He chuckled, then laughed. “No, I think it’s delightfully human.”
She blushed as if he’d paid her a rare compliment.
He reached for her hand. “Well, stand up, let’s see how well you’ve done. If it falls off you, Howe will have had the last laugh after all.” It astonished him that he—that they—could joke about his housekeeper in any way, any context. And it pleased him, because he knew it was a measure of the extent to which Lily had healed, in mind as well as body.
She stood, her borrowed nightrail billowing around her ankles. It was full, high-collared, and anything but sheer. Nevertheless, she felt self-conscious standing in front of him in it, he fully dressed. Silly; he’d seen her in significantly less. Still—
“Come on, put your arms in. There.” She stood still while he settled the robe around her shoulders and joined all the frog fasteners down the front. The best he could say for it was that it fit. “It fits.”
But Lily was thrilled. “Oh, it does, it really does. In fact, if I say so myself, it’s perfect.” She made a slow turn in front of him, ridiculously pleased with herself.
You’re perfect,
he thought as he took her hand and guided her out of the room at a sedate pace.

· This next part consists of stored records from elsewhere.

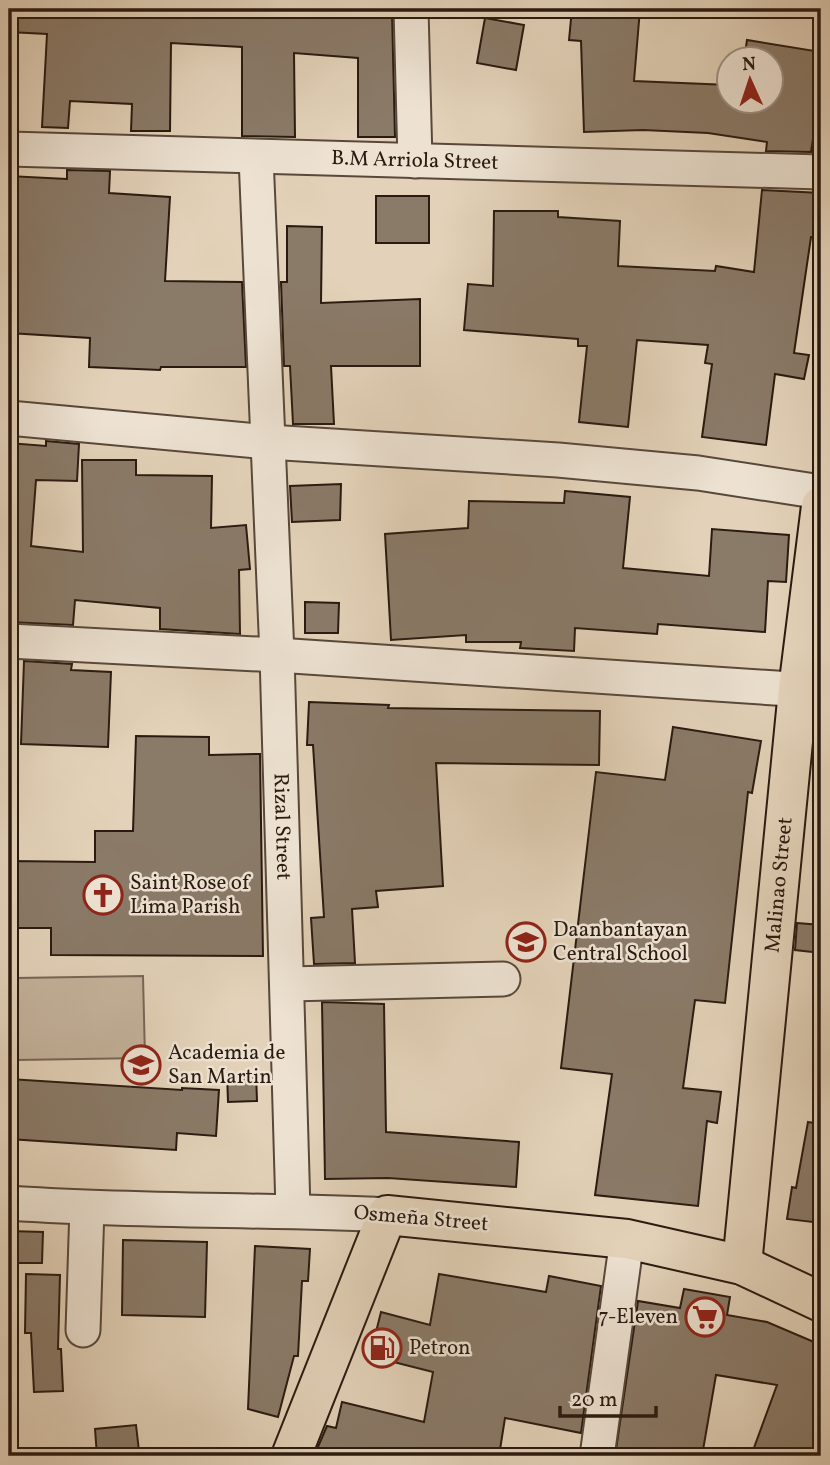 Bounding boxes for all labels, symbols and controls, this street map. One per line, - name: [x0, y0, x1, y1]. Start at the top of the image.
- north arrow: [714, 46, 784, 116]
- text: N: [742, 52, 757, 78]
- street label: B.M Arriola Street: [331, 144, 499, 177]
- street label: Rizal Street: [266, 772, 298, 881]
- street label: Malinao Street: [758, 816, 800, 954]
- place label: Saint Rose of Lima Parish: [130, 869, 251, 922]
- church icon: Saint Rose of Lima Parish: [82, 874, 124, 916]
- place label: Daanbantayan Central School: [553, 916, 688, 969]
- school or university icon: Daanbantayan Central School: [505, 921, 547, 963]
- place label: Academia de San Martin: [168, 1039, 285, 1092]
- school or university icon: Academia de San Martin: [120, 1044, 162, 1086]
- street label: Osmeña Street: [352, 1199, 490, 1239]
- supermarket icon: 7-Eleven: [684, 1296, 726, 1338]
- place label: 7-Eleven: [598, 1303, 678, 1332]
- fuel station icon: Petron: [361, 1327, 403, 1369]
- place label: Petron: [409, 1334, 471, 1363]
- scale bar: [560, 1374, 657, 1418]
- text: 20 m: [571, 1386, 617, 1415] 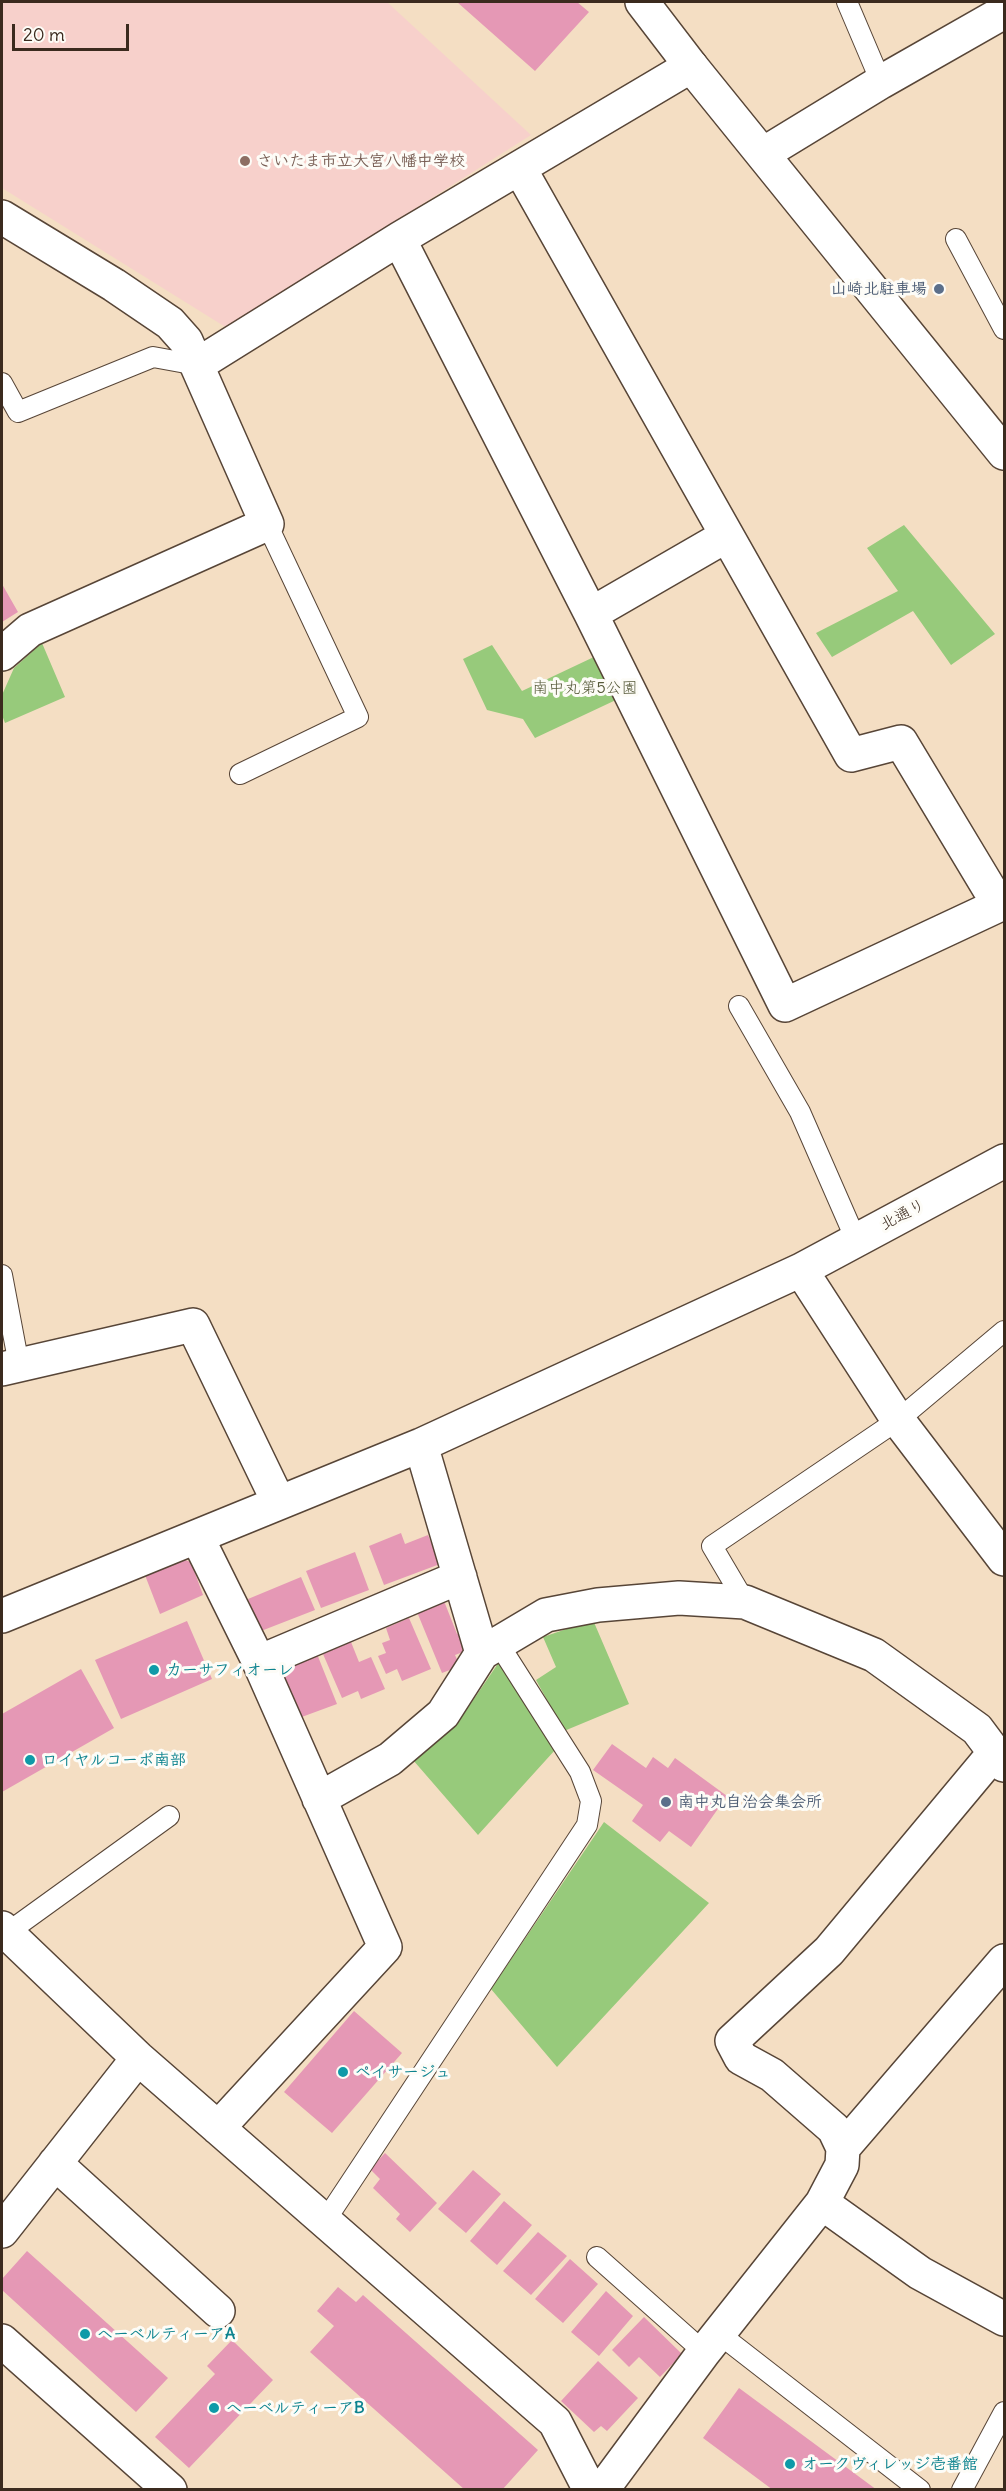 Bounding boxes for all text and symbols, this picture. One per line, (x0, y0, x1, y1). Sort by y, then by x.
scale bar (15, 12, 132, 50)
text: 20 m (23, 23, 65, 46)
place label: さいたま市立大宮八幡中学校 (257, 151, 465, 171)
marker: さいたま市立大宮八幡中学校 (238, 154, 252, 168)
place label: 山崎北駐車場 (831, 279, 927, 299)
marker: 山崎北駐車場 (932, 282, 946, 296)
park label: 南中丸第5公園 (532, 678, 638, 698)
street label: 北通り (877, 1195, 929, 1235)
place label: カーサフィオーレ (166, 1660, 294, 1680)
marker: カーサフィオーレ (147, 1663, 161, 1677)
place label: ロイヤルコーポ南部 (42, 1750, 186, 1770)
marker: ロイヤルコーポ南部 (23, 1753, 37, 1767)
place label: 南中丸自治会集会所 (678, 1792, 822, 1812)
marker: 南中丸自治会集会所 (659, 1795, 673, 1809)
place label: ペイサージュ (355, 2062, 451, 2082)
marker: ペイサージュ (336, 2065, 350, 2079)
place label: ヘーベルティーアA (97, 2324, 235, 2344)
marker: ヘーベルティーアA (78, 2327, 92, 2341)
place label: ヘーベルティーアB (226, 2398, 364, 2418)
marker: ヘーベルティーアB (207, 2401, 221, 2415)
place label: オークヴィレッジ壱番館 (802, 2454, 978, 2474)
marker: オークヴィレッジ壱番館 (783, 2457, 797, 2471)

“Clay said today was an occasion, and not just because it’s my first time outdoors. Do you know what he meant?”
“Ha! He’s milking this for all it’s worth, I see.”
“What?”
“He’s telling everyone today is his last day of ‘freedom.’ Tomorrow he starts work at the mine.”
They stopped at the top of the staircase. Lily picked up her skirts, hoping she wouldn’t trip in her roomy carpet slippers. But before she could step down, Devon put an arm around her shoulders and one behind her knees and lifted her off her feet. “Oh, no, I can walk, really, I’m perfectly—”
“Quiet. I’m not taking any chances with you,” he said gruffly. True, but an even stronger motivation was the need to hold her. She’d lost a lot of weight, but the solid feel of her in his arms, the living, companionable substance of her filled something inside he hadn’t realized was quite so empty.
As he carried her down the stairs and through the corridors of the cool, dim house, neither spoke, and a silent, breathless awareness replaced the lighthearted banter they were growing used to. At the doors to the wide, shady terrace, he stopped again. Lily breathed softly, hands clasped over his far shoulder, watching the steady pulse that throbbed in his neck. If he turned his head just a little, their lips would touch. The odor of roses was faint and teasing on the capricious breeze, the sea a subtle, gossipy whisper. Their expressive silence went on. She should ask why they were standing here, it occurred to her vaguely; but she knew why, and to ask would break the spell. More than anything she wanted to lay her head on his shoulder and press her lips to the side of his throat. Or tug on his earlobe with her teeth. The seconds wandered past, lazy and unnoticed, until Lily finally murmured, “I must be heavy.”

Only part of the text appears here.